Research Progress on the Removal of Iodine and Fluoride by Metal-Organic Frameworks

Abstract

Metal-organic frameworks (MOFs) have emerged as versatile platforms for the efficient removal of iodide and fluoride contaminants from aqueous solutions, 2 addressing critical environmental challenges associated with nuclear waste and groundwater pollution. This review highlights recent advances in MOFs design strategies, including tailored metal nodes (e.g., Zr-, Ce-, Al-based), functionalized organic ligands (e.g., amino groups, N-rich linkers), and composite structures (e.g., MOFs/carbon, MOFs/polymer), which enhance adsorption capacity and selectivity.The removal mechanism of iodide typically involves electrostatic attraction, π-complexation, and redox interactions, among which the adsorption capacity of MOFs can reach 2500 mg/g; while for the removal of fluoride, it usually involves Lewis acid-base coordination, ligand exchange, and ion exchange.
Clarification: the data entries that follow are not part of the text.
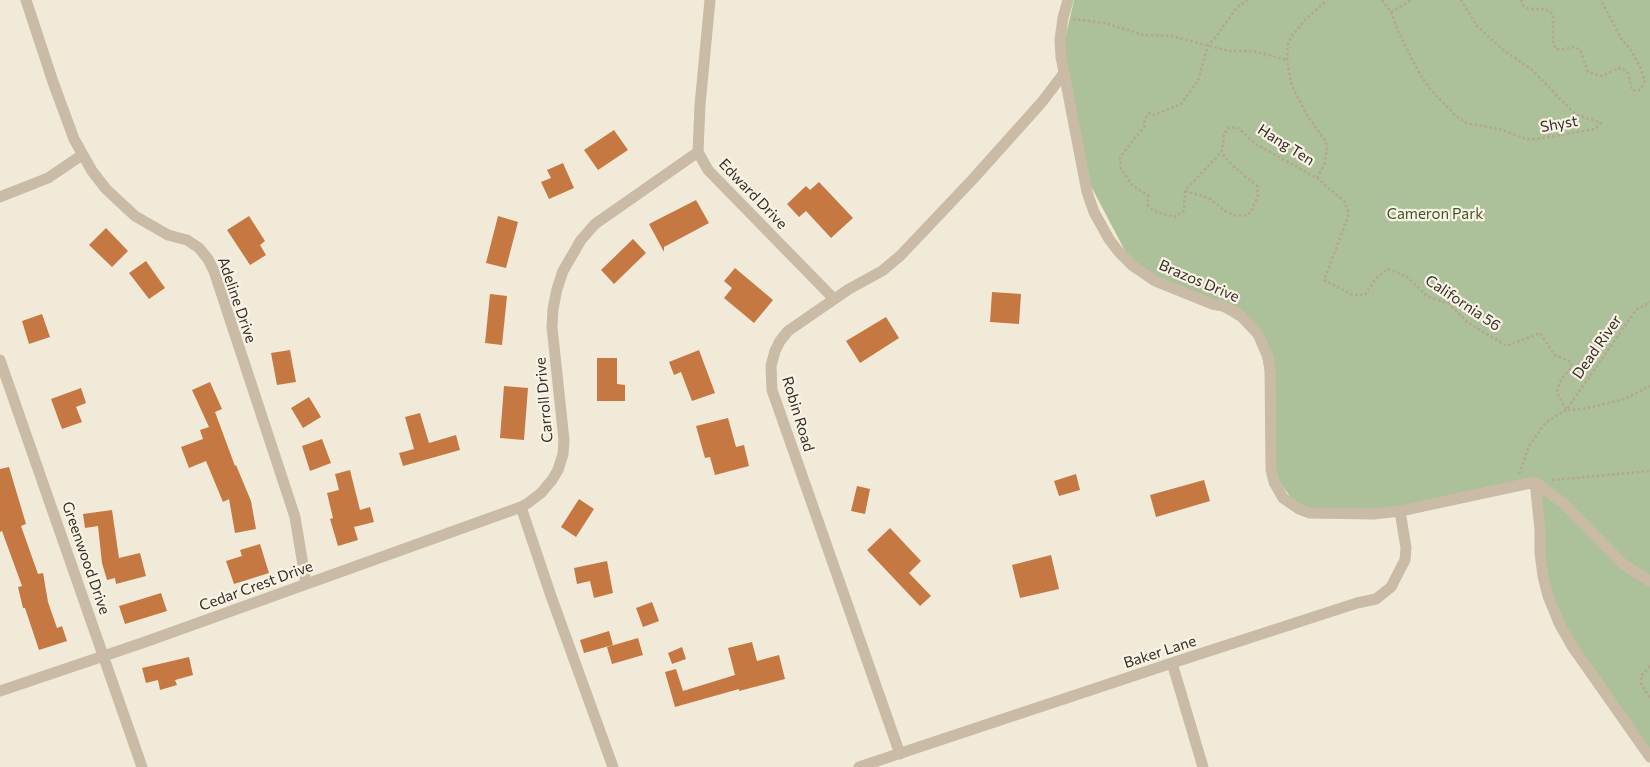 <!DOCTYPE html>
<style>
body{margin:0}
canvas{display:block;background:#f1ead9}
</style>
<canvas width="1650" height="767"></canvas>
<script>
const g = document.querySelector('canvas').getContext('2d');
g.lineJoin = 'round';
function fill(path, color) { g.fillStyle = color; g.fill(path, 'evenodd'); }
const toPath = rows => new Path2D(rows.map(r => 'M' + r).join(''));
function trace(path, color, width, dash) { g.strokeStyle = color; g.lineWidth = width; g.lineCap = dash ? 'butt' : 'round'; g.setLineDash(dash || []); g.stroke(path); }
function drawText(font, color, halo, rows, align = 'center') {
  g.font = font + ' Commissioner,sans-serif'; g.lineWidth = 4.5; g.setLineDash([]); g.textBaseline = 'middle'; g.strokeStyle = halo; g.fillStyle = color; for (const [text, x, y, turn = 0] of rows) {
    g.save(); g.translate(x, y); g.rotate((+turn || 0) * Math.PI / 180); g.textAlign = isNaN(turn) ? turn : align; if (halo) g.strokeText(text, 0, 0); g.fillText(text, 0, 0); g.restore();
  }
}
fill(toPath([
 [1074,0,1650,0,1650,749,1608,697,1548,596,1535,482,1400,511,1299,509,1271,470,1270,400,1258,334,1212,304,1133,266,1084,173,1061,57]
]), '#acc099');
fill(toPath([
 [614,130,628,150,598,170,584,150],
 [563,163,574,188,549,199,541,182,551,178,547,170],
 [819,182,853,218,831,238,806,211,799,217,787,204,806,186,810,190],
 [696,200,709,223,664,247,664,252,649,224],
 [249,216,265,241,260,245,266,255,250,265,227,230],
 [498,216,518,222,506,268,486,263],
 [106,228,128,251,112,267,89,245],
 [633,239,646,253,614,284,601,270],
 [146,261,165,288,149,299,129,273],
 [735,268,773,300,754,323,724,298,732,288,724,281],
 [992,292,1021,294,1019,324,990,322],
 [490,294,507,296,502,345,485,343],
 [42,314,50,337,29,344,22,321],
 [886,317,899,338,860,363,846,341],
 [290,350,296,382,277,385,271,353],
 [699,350,715,393,692,401,681,372,674,375,669,362],
 [597,358,617,358,617,384,625,385,625,401,597,401],
 [210,382,222,409,215,412,235,466,236,465,251,501,256,529,235,533,229,499,223,502,206,461,189,468,181,447,203,439,200,430,209,427,192,390],
 [504,386,528,388,524,440,500,438],
 [81,388,86,403,76,407,82,422,62,429,51,399],
 [309,397,321,417,303,428,291,408],
 [420,413,429,443,456,435,460,450,403,466,399,453,414,449,405,417],
 [728,418,736,447,744,445,749,466,715,475,710,457,705,458,696,426],
 [322,439,331,463,310,471,302,446],
 [9,467,26,524,21,526,38,574,43,573,48,602,57,628,62,626,67,641,39,650,25,608,23,608,18,587,22,586,2,531,0,532,0,469],
 [350,470,360,510,370,507,374,522,354,527,358,540,338,546,330,519,333,518,327,493,339,490,335,474],
 [1076,474,1080,490,1059,496,1054,481],
 [1204,480,1210,501,1156,517,1150,495],
 [857,486,870,489,865,514,851,511],
 [579,499,594,509,576,537,561,527],
 [112,510,119,558,140,553,146,576,116,584,115,578,107,580,102,563,98,526,85,528,83,514],
 [890,528,921,561,909,573,931,596,920,606,867,550],
 [260,544,269,573,234,584,226,561,242,556,240,550],
 [1051,555,1059,589,1020,598,1012,565],
 [607,561,613,593,594,598,590,581,577,584,574,568],
 [161,593,167,611,125,624,119,606],
 [652,602,659,621,643,627,636,608],
 [609,631,613,645,584,653,580,640],
 [638,638,643,655,612,664,607,647],
 [752,642,757,661,779,655,785,679,739,691,739,689,675,707,665,672,676,669,683,691,735,675,728,648],
 [682,647,686,659,672,664,668,653],
 [189,657,193,675,175,680,177,685,160,690,158,680,146,683,142,668]
]), '#c67842');
trace(toPath([
 [1248,0,1236,8,1216,37,1208,45,1198,81,1181,104,1154,115,1149,113,1145,119,1144,127,1120,157,1121,169,1133,186,1148,195,1148,205,1153,211,1174,217,1184,211,1185,191,1222,151,1224,134,1229,127,1238,128,1257,145,1317,178,1345,202,1349,214,1324,280,1353,295,1365,295,1376,278,1388,269,1406,276,1427,296,1449,304,1467,322,1507,346,1540,333,1555,355,1571,362,1571,368,1561,379,1557,392,1566,410,1583,409,1625,399,1650,386],
 [1382,0,1391,12,1398,31,1418,71,1430,89,1456,116,1466,123,1499,129,1526,139,1537,139,1595,129,1601,123,1575,114,1531,69,1502,49,1477,26,1461,0],
 [1521,0,1524,7,1530,9,1545,9,1553,14,1553,43,1556,49,1561,50,1573,47,1578,49,1581,52,1588,72,1602,76,1618,68,1623,69,1628,73,1632,90,1637,91,1641,89,1645,81,1640,67,1631,50,1622,40,1601,0],
 [1391,12,1411,0],
 [1073,19,1105,23,1144,35,1171,36,1229,51,1253,51,1287,60],
 [1317,178,1324,165,1327,150,1326,142,1307,115,1292,86,1287,60,1288,43,1293,34,1306,19,1327,0],
 [1185,191,1209,198,1225,211,1234,215,1244,216,1251,212,1258,195,1257,186,1231,164,1224,156,1222,151],
 [1519,474,1529,446,1546,422,1566,410,1636,310,1650,302],
 [1552,480,1650,471],
 [1650,666,1641,676,1641,684,1650,698]
]), '#b5a68f', 2.5, [2.5, 2.5]);
trace(toPath([
 [26,0,53,82,74,139,92,171,106,189,135,216,168,235,187,240,199,248,208,259,214,271,295,517,306,583],
 [710,0,700,105,698,152,708,170,834,299],
 [1068,0,1063,18,1060,40,1061,57,1087,192,1094,212,1109,239,1118,251,1133,266,1155,281,1212,304,1223,306,1239,314,1258,334,1268,357,1270,369,1271,470,1274,482,1283,498,1299,509,1309,513,1374,514,1400,511,1535,482],
 [0,197,48,178,82,155],
 [0,360,142,767],
 [1535,482,1540,530,1540,553,1543,576,1548,596,1559,623,1572,646,1650,757],
 [1535,482,1563,503,1624,565,1650,581],
 [521,507,551,596,613,767],
 [1172,663,1203,767],
 [0,691,145,642,521,507,528,503,541,493,552,480,558,470,563,454,564,440,552,327,553,309,557,289,563,271,581,240,595,224,698,152],
 [900,754,772,390,771,366,775,351,780,341,788,331,849,289,882,271,900,256,973,179,1042,102,1064,73],
 [859,767,1172,663,1357,603,1376,599,1391,587,1405,560,1406,548,1400,511]
]), '#c9bba5', 11);
drawText('15px', '#352d26', '#f9f3e5', [
 ["Shyst",1559,124,-10],
 ["Hang Ten",1286,145,32],
 ["Edward Drive",753,194,46],
 ["Brazos Drive",1199,281,23],
 ["Adeline Drive",237,300,71],
 ["California 56",1463,303,34],
 ["Dead River",1597,347,-55],
 ["Carroll Drive",544,400,-95],
 ["Robin Road",798,414,73],
 ["Greenwood Drive",86,558,71],
 ["Cedar Crest Drive",256,586,-20],
 ["Baker Lane",1160,652,-18]
]);
drawText('15px', '#3d532a', '#f9f3e5', [
 ["Cameron Park",1435,214]
]);
</script>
Here, the adsorption capacity of MOFs for fluoride ions exceeds 200 mg/g, and for perfluorooctanoic acid (PFOA), it reaches up to 3060 mg/g. Although the material has good adsorption performance, it still faces challenges in terms of chemical stability, cycle stability and selectivity under harsh conditions. To address these issues, future research should prioritize low-cost, high-efficiency and sustainable synthesis to promote the practical application of water remediation. However, large-scale implementation remains constrained by techno-economic barriers.